What Marcuse passes across is the insufficiency of technology and by extent science in address critical man requirements. While technology and modern science was to tame nature and make it conducive for man’s life, a task it achieved with equal progress and success, it remains critical whether man remained better off. This is the question Marcuse seeks an answer for. However, the question in itself is rhetorical. One easily makes of Marcuse’s analogies and line of argument that technology and science failed to liberate man. Critical questions that need answers include whether the change is ongoing? If so, will technology occasion a transformation of economics and technology itself? Will man’s problems receive full address? Will man be better off in the long run?
Later on Marcuse would pose the question as to whether civility was beneficial to man. It is my contention that while civility was indeed beneficial for it improved man’s situation in conduct, habitation and even feeding, the consequences it carries along are equally haunting and daunting in nature. The quest for liberation through application of science and technology was for the obtaining of a permanent solution to the problems facing mankind. However, it is regrettable that the said technology was accompanied by its own share of problems. This then introduces the question as to whether the technology really liberated mankind. Marcuse also pours scorn on the affluent. He places responsibility on their heads for the limitations of technology in providing a better society. He criticises the approach as to a consumerist society. The affluent continue to pour into the markets their products and rake profits out of their activities without any concern as to the situation that faces the common citizenry. This is why Marcuse assumes a critical approach to liberation. I concur with him on that front. In ought to be appreciated that technology was intended to remove the brutality of nature and make life better off for mankind. However, looking at economics of production, it is clear what technology did. It effectively reduced nature’s brutality. However, it transferred the brutality from nature to man. Man has become brutal to his own self. This economics of production called capitalism that technology spearheads in leaps has facilitated the widening gap between the haves and the have-nots. This eventually leads to the catastrophe of liberation that informs the subject of Marcuse’s analysis.

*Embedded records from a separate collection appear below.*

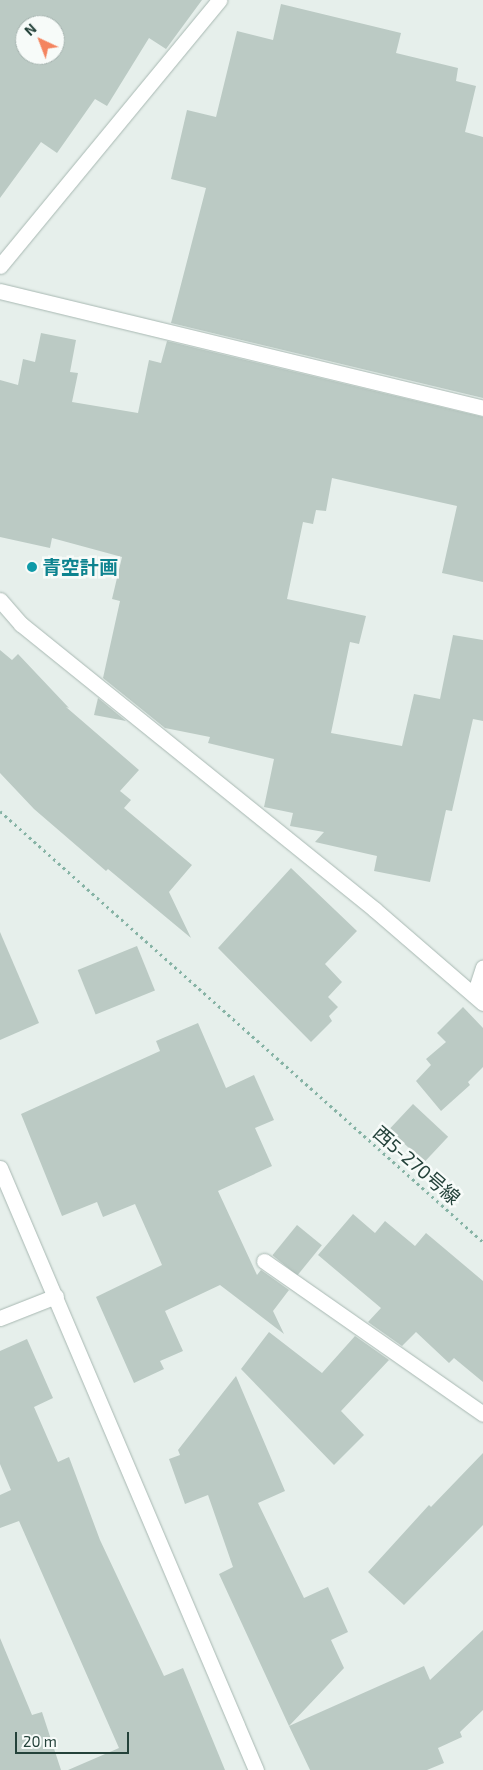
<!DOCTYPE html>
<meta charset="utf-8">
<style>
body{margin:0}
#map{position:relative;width:483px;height:1770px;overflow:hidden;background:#e6efeb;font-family:"Exo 2","Noto Sans JP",sans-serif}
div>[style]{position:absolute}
.building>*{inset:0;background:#bbcac4;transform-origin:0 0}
.path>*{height:3px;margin-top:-1.5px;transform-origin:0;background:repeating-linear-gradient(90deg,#86b3a5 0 2.5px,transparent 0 6.5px)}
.roads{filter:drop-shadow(0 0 1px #a8b8b2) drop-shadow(0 0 1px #a8b8b2)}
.minor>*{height:15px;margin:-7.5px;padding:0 7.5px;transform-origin:7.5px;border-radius:7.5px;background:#fff}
.dots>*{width:14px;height:14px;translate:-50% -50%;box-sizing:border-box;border:2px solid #f7fbf9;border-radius:50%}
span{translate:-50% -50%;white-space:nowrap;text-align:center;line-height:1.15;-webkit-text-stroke:5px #f7fbf9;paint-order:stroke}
.culture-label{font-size:19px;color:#0d838f;font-weight:700}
.left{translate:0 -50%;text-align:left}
.street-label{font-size:19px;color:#24423a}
.north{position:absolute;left:15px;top:15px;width:50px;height:50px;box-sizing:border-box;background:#f7fbf9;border:1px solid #a3b1ad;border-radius:50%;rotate:317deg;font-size:14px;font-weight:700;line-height:20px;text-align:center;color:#24423a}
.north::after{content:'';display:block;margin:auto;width:18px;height:22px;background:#f4845f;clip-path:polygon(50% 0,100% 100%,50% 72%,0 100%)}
.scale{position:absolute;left:15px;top:1732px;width:114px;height:22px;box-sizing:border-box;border:2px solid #24423a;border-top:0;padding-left:6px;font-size:15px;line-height:18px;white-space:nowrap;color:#24423a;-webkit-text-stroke:4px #f7fbf9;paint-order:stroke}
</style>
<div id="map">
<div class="building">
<i style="clip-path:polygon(evenodd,0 0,202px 0,166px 49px,149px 38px,107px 106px,95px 99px,57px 153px,41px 142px,0 198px,0 0,25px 25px,55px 25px,55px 55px,25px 55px,25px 25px)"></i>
<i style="clip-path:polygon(281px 4px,401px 33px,396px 53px,458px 68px,456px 81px,476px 86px,465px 132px,483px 137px,483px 398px,171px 323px,206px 188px,171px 179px,187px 110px,216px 117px,237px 31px,273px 40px)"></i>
<i style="clip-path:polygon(41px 333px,76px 340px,70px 372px,78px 373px,72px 402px,138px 413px,149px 360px,161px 363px,167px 341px,483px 417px,483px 582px,442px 573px,457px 506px,332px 478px,326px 511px,316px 510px,313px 524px,303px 522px,287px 599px,366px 616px,359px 644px,350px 642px,331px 733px,402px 746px,414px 694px,440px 699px,453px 635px,483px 640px,483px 721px,473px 719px,452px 811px,446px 810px,430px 882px,374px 871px,377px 856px,315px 842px,324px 832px,290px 826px,293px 813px,264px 807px,274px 759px,208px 743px,210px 737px,165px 728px,103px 678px,120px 601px,112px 599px,122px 557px,52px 538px,50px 548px,0 537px,0 380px,18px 385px,23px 359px,35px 362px)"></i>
<i style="clip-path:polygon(0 650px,12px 660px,18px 654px,69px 708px,66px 707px,139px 770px,120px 791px,131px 800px,124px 808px,192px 865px,169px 892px,191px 938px,108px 869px,106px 871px,34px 809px,0 773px)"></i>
<i style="clip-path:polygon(98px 698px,126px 721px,94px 715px)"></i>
<i style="clip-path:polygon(291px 868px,357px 931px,325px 964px,342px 982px,328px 997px,338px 1007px,329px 1016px,332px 1021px,311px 1042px,218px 948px)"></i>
<i style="clip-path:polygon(0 932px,39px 1023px,0 1040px)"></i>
<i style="left:137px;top:946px;width:48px;height:64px;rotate:68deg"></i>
<i style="clip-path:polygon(463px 1007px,483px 1028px,483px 1067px,468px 1082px,470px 1085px,441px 1111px,416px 1081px,431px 1065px,426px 1059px,446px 1042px,437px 1033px)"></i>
<i style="clip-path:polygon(198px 1023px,226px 1088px,254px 1075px,274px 1120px,255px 1128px,272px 1166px,218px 1191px,257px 1275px,261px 1270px,289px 1290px,273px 1311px,284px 1334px,220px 1285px,165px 1311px,183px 1351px,160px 1361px,164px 1369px,134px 1383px,96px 1297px,162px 1265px,135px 1204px,103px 1217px,97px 1202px,62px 1216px,21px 1114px,160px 1051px,156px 1041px)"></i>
<i style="left:413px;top:1104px;width:48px;height:35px;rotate:43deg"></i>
<i style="clip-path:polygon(353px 1214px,375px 1233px,385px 1221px,415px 1246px,426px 1233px,483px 1281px,483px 1382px,454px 1358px,449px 1363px,416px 1332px,402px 1346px,368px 1322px,381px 1308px,318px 1255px)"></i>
<i style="left:297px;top:1225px;width:32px;height:39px;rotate:39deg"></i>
<i style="clip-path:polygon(269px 1332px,322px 1373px,355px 1336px,389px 1360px,341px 1411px,364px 1435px,334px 1465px,241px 1369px)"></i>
<i style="clip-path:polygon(27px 1339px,53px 1398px,34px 1407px,58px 1462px,69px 1457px,100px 1540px,164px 1676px,183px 1668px,225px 1770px,68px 1770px,119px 1748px,19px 1521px,0 1528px,0 1495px,11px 1490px,0 1464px,0 1351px)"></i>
<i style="clip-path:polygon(236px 1376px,285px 1491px,258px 1503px,304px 1598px,328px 1587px,348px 1632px,331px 1640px,344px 1668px,289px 1726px,219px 1574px,233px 1567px,208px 1495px,185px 1504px,169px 1459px,180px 1455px,178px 1450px)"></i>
<i style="clip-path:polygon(483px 1453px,483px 1525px,404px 1605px,368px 1572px,429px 1505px,431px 1507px)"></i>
<i style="clip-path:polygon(483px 1630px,483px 1710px,460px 1732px,462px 1737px,438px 1748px,444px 1763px,427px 1770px,310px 1770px,289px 1726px,424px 1666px,430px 1680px)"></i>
<i style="clip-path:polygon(0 1638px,32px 1715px,42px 1712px,61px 1770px,0 1770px)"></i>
</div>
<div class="path">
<i style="left:0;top:811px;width:647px;rotate:41.74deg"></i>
</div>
<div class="roads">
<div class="minor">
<i style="left:0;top:266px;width:345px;rotate:-50.5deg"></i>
<i style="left:0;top:291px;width:497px;rotate:13.6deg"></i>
<i style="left:0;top:600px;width:32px;rotate:49deg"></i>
<i style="left:21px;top:624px;width:454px;rotate:38.9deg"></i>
<i style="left:374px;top:909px;width:144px;rotate:40.8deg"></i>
<i style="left:474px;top:995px;width:29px;rotate:-72deg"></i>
<i style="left:0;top:1168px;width:654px;rotate:66.96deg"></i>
<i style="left:264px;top:1261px;width:267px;rotate:34.9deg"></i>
<i style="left:0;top:1318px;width:60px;rotate:-21.4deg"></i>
</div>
</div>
<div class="dots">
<i style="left:32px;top:567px;background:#0f9aa8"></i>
</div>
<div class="culture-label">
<span class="left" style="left:42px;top:567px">青空計画</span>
</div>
<div class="street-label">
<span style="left:417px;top:1165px;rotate:41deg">西5-270号線</span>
</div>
<div class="north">N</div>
<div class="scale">20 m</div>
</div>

Finally the significance of this treatise should be appreciated in light of the critical thoughts it provokes as to the effectiveness of science and technologies in occasioning the needed economic transformation that was to liberate man. It comes out that in any system, there would be two outcomes, that is, the beneficial outcome and the detrimental outcome. What would change, however, is who bears the outcomes. The beneficiaries would be happy of the discovery while the others would feel betrayed and reduced to lamentations. This in this situation is replicated by the affluent who have managed to gain from the technological dispensation to the detriment of the poor who have no option other than to contend with the prevalent situation. In the long run, the big question of whether liberation made us better of has two answers from two different audiences. This depends on what side of the divide one belongs to.
Works Cited
Toscano, Alberto. Liberation Technology Marcuse’s Communist Individualism. Middlesex: Centre for Research in Modern European Philosophy, 2005.